### What this task involves
Every line below that includes the word "canvas" needs to be copied.

### Data for review
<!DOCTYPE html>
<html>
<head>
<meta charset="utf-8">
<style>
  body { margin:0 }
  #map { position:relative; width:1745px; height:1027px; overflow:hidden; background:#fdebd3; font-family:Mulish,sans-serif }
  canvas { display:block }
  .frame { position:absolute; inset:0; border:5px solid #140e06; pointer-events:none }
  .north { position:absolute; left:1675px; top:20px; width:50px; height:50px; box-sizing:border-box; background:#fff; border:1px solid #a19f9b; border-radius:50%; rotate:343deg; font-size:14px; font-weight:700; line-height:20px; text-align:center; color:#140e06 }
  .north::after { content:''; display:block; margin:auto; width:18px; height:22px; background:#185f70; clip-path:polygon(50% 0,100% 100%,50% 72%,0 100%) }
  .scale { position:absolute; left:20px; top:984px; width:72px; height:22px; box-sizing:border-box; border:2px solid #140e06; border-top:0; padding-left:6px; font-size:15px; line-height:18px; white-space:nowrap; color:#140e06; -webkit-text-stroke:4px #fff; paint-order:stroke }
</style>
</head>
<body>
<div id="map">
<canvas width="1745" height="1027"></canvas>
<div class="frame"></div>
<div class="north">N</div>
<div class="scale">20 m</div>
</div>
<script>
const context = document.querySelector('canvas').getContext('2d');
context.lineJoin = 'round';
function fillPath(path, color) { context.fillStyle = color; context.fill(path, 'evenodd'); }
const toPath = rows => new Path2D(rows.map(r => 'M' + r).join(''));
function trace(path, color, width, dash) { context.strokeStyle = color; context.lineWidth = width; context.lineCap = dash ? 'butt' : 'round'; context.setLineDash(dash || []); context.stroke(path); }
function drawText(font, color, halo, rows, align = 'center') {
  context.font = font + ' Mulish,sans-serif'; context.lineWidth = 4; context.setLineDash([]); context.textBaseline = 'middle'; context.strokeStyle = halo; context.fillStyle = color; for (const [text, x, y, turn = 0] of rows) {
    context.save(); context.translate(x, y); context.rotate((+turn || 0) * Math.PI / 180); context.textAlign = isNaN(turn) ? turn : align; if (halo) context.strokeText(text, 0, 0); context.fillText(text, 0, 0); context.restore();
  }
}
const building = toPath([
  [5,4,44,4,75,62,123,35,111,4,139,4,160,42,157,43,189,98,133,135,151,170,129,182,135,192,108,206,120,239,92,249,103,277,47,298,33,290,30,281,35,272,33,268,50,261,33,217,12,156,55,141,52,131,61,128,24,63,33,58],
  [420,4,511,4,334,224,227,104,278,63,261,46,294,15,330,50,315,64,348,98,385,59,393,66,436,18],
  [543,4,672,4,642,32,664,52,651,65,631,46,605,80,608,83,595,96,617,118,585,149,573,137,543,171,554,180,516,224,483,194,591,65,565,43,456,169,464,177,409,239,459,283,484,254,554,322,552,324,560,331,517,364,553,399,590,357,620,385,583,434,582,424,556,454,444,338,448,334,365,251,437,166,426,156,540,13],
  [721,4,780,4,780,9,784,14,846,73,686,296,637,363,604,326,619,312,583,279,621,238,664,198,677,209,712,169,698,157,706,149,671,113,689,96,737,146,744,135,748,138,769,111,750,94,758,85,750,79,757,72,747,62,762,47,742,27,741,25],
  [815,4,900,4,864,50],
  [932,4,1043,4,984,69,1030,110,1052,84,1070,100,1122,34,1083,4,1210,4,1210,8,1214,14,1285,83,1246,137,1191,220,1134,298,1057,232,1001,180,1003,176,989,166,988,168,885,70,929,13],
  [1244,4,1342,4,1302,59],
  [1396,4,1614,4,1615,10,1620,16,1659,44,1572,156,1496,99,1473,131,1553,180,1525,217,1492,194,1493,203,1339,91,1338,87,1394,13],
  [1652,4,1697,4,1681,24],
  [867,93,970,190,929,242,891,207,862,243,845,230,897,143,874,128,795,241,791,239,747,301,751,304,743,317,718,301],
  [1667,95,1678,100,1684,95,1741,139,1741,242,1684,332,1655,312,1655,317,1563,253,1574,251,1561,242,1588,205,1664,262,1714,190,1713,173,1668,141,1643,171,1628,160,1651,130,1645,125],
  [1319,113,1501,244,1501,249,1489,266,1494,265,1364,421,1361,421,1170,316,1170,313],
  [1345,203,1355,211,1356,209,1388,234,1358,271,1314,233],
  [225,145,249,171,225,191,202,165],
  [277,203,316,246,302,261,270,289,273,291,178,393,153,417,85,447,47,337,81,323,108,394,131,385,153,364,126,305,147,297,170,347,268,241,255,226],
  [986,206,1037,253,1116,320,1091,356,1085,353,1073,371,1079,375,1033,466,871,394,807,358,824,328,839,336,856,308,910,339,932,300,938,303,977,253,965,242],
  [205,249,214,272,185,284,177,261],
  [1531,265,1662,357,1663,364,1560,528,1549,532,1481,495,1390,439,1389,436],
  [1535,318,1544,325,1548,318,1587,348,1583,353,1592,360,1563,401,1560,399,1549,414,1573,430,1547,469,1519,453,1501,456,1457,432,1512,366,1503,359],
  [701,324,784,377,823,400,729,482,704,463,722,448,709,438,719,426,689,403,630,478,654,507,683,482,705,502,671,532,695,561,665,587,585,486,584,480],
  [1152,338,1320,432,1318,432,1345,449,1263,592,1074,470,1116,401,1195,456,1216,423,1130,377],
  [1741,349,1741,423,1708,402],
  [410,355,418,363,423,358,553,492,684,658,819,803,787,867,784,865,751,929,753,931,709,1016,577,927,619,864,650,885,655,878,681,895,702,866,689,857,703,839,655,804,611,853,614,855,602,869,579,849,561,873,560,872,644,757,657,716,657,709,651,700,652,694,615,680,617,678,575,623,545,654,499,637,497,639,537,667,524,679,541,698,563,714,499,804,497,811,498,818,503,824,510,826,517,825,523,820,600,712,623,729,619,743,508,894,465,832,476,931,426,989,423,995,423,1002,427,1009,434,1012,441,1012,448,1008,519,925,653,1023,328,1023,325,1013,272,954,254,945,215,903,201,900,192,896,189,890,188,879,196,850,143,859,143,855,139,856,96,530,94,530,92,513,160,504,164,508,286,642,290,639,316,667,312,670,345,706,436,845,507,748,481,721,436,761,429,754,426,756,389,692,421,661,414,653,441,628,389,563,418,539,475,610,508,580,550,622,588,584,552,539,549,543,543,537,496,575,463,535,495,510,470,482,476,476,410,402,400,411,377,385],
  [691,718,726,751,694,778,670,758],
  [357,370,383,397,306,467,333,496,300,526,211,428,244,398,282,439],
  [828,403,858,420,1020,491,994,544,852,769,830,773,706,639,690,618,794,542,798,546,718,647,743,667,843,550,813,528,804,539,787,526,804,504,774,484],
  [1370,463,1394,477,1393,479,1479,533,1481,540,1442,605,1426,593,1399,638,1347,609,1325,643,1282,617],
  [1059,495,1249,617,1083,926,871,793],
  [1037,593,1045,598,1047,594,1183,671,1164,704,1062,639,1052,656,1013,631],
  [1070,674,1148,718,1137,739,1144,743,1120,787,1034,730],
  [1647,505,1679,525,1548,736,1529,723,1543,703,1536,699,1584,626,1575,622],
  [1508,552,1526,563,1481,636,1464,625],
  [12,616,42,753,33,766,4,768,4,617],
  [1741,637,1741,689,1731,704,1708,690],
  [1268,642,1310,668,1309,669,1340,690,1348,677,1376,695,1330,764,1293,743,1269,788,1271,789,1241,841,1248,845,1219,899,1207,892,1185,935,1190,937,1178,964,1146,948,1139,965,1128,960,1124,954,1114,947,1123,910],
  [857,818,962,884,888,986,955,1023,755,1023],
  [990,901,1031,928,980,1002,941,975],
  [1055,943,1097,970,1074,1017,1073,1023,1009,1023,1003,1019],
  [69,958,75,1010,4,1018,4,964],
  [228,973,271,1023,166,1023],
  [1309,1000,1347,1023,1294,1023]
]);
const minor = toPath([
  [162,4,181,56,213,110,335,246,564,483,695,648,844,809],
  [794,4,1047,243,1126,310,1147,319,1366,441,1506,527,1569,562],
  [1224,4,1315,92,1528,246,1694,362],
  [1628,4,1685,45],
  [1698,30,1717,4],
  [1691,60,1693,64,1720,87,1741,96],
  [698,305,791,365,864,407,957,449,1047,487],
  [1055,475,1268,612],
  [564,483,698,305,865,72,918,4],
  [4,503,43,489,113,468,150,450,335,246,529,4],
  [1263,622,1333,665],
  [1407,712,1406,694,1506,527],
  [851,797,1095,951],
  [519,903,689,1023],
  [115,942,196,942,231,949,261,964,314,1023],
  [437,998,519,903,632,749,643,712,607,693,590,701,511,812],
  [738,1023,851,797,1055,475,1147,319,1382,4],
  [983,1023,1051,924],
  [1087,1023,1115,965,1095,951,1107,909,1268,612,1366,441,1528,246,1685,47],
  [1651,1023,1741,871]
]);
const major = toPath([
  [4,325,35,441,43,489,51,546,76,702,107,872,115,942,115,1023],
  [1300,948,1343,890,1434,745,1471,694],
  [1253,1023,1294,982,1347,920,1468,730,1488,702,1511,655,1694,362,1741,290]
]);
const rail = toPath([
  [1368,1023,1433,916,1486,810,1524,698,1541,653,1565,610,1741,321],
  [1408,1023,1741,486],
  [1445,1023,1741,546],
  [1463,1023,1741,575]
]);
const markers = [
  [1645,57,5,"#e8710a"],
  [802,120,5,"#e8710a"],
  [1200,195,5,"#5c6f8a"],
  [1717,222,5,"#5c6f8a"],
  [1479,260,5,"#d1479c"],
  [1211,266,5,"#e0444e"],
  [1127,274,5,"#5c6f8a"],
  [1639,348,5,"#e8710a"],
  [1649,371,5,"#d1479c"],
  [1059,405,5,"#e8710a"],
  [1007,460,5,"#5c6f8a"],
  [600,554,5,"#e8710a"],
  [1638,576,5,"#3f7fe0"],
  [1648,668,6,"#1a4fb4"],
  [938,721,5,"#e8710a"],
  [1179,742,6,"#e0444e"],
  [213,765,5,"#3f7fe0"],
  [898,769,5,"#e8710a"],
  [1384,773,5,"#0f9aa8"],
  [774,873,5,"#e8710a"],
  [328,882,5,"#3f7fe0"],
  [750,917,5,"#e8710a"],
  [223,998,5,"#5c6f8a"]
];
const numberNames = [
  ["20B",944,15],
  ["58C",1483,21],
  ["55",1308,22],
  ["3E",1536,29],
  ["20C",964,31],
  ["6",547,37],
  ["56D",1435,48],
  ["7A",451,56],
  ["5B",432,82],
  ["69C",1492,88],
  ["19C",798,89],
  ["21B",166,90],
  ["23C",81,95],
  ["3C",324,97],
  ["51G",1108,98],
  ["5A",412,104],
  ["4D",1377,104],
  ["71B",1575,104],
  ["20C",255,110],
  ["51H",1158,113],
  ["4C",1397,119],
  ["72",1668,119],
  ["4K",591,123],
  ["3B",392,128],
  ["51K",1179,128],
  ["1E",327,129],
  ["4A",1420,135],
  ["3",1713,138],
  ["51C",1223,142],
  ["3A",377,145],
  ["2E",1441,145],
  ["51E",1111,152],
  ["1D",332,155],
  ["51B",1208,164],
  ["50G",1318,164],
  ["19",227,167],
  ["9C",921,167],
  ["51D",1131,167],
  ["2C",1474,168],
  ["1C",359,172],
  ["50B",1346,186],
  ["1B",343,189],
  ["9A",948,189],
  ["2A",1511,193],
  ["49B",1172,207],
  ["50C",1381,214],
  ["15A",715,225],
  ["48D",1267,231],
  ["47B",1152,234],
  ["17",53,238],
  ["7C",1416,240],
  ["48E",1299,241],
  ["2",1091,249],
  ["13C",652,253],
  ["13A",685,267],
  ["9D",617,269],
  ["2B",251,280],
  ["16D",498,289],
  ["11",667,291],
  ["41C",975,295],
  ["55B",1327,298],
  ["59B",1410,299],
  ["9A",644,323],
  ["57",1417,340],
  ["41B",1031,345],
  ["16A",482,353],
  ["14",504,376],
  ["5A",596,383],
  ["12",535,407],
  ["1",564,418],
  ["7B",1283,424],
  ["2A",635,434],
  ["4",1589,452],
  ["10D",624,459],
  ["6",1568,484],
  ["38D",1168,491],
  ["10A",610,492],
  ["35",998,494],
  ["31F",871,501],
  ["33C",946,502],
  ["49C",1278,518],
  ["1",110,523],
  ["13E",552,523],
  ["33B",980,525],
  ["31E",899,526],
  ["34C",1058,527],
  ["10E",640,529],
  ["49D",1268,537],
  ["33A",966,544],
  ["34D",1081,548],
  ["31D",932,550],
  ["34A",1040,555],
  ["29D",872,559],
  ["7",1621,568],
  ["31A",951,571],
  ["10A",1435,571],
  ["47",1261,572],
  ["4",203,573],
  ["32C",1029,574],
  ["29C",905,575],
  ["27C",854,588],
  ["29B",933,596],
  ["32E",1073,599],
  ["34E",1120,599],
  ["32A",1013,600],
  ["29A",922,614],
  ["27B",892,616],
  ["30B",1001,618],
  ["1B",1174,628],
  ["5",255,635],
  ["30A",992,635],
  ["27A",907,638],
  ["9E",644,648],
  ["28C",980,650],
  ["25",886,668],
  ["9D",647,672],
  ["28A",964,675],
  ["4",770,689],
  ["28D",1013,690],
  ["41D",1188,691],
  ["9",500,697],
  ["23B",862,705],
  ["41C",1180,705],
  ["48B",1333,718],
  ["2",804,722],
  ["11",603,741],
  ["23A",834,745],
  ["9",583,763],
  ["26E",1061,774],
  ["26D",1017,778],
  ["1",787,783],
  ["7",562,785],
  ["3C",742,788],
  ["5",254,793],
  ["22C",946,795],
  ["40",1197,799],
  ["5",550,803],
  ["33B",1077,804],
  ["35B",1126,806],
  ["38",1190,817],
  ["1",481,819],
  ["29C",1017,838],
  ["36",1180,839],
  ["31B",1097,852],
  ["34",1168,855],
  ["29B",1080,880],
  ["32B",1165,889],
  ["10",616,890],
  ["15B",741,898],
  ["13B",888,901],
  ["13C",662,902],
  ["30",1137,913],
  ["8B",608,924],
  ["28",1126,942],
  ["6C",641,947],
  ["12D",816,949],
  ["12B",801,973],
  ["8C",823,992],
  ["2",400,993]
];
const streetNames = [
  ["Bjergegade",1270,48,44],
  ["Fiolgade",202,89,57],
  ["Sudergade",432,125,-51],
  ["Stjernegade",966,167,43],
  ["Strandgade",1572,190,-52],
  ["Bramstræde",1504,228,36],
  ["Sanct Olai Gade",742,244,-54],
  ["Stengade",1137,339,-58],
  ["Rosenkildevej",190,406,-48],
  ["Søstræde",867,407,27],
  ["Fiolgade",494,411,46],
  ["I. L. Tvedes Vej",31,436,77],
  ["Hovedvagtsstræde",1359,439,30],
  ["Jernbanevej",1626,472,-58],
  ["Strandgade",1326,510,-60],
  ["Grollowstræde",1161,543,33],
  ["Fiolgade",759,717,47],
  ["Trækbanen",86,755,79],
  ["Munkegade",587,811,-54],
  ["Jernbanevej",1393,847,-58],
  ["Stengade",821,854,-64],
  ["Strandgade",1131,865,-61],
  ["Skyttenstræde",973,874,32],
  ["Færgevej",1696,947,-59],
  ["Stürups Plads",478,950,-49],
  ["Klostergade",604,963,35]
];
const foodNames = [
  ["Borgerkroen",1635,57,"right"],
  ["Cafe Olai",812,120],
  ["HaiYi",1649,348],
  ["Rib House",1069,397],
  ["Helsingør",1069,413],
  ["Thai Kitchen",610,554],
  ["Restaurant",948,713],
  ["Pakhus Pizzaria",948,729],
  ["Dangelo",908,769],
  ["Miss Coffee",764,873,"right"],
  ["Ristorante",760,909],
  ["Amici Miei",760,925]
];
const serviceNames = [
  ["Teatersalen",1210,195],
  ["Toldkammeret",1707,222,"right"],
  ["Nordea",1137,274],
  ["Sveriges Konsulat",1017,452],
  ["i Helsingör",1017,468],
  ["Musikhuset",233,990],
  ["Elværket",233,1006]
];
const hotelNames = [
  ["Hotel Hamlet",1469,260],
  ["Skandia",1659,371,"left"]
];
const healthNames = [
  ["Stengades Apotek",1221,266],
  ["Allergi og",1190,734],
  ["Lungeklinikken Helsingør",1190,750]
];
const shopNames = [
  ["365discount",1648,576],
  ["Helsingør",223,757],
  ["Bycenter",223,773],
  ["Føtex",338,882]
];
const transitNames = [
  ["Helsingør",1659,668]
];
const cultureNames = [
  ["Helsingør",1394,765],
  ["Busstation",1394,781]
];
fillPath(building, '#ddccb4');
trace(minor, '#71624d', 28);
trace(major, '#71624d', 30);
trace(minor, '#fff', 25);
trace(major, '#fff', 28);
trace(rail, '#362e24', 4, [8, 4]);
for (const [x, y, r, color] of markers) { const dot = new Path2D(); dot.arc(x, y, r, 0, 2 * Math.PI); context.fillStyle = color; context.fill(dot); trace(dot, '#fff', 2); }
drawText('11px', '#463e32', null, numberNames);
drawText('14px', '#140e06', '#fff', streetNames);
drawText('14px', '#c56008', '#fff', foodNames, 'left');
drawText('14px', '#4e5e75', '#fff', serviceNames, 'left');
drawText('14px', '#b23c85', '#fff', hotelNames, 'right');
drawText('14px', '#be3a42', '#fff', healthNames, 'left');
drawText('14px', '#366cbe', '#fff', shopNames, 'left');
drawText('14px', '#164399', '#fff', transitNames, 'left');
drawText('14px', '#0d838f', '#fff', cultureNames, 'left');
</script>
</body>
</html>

### Task output
  canvas { display:block }
<canvas width="1745" height="1027"></canvas>
const context = document.querySelector('canvas').getContext('2d');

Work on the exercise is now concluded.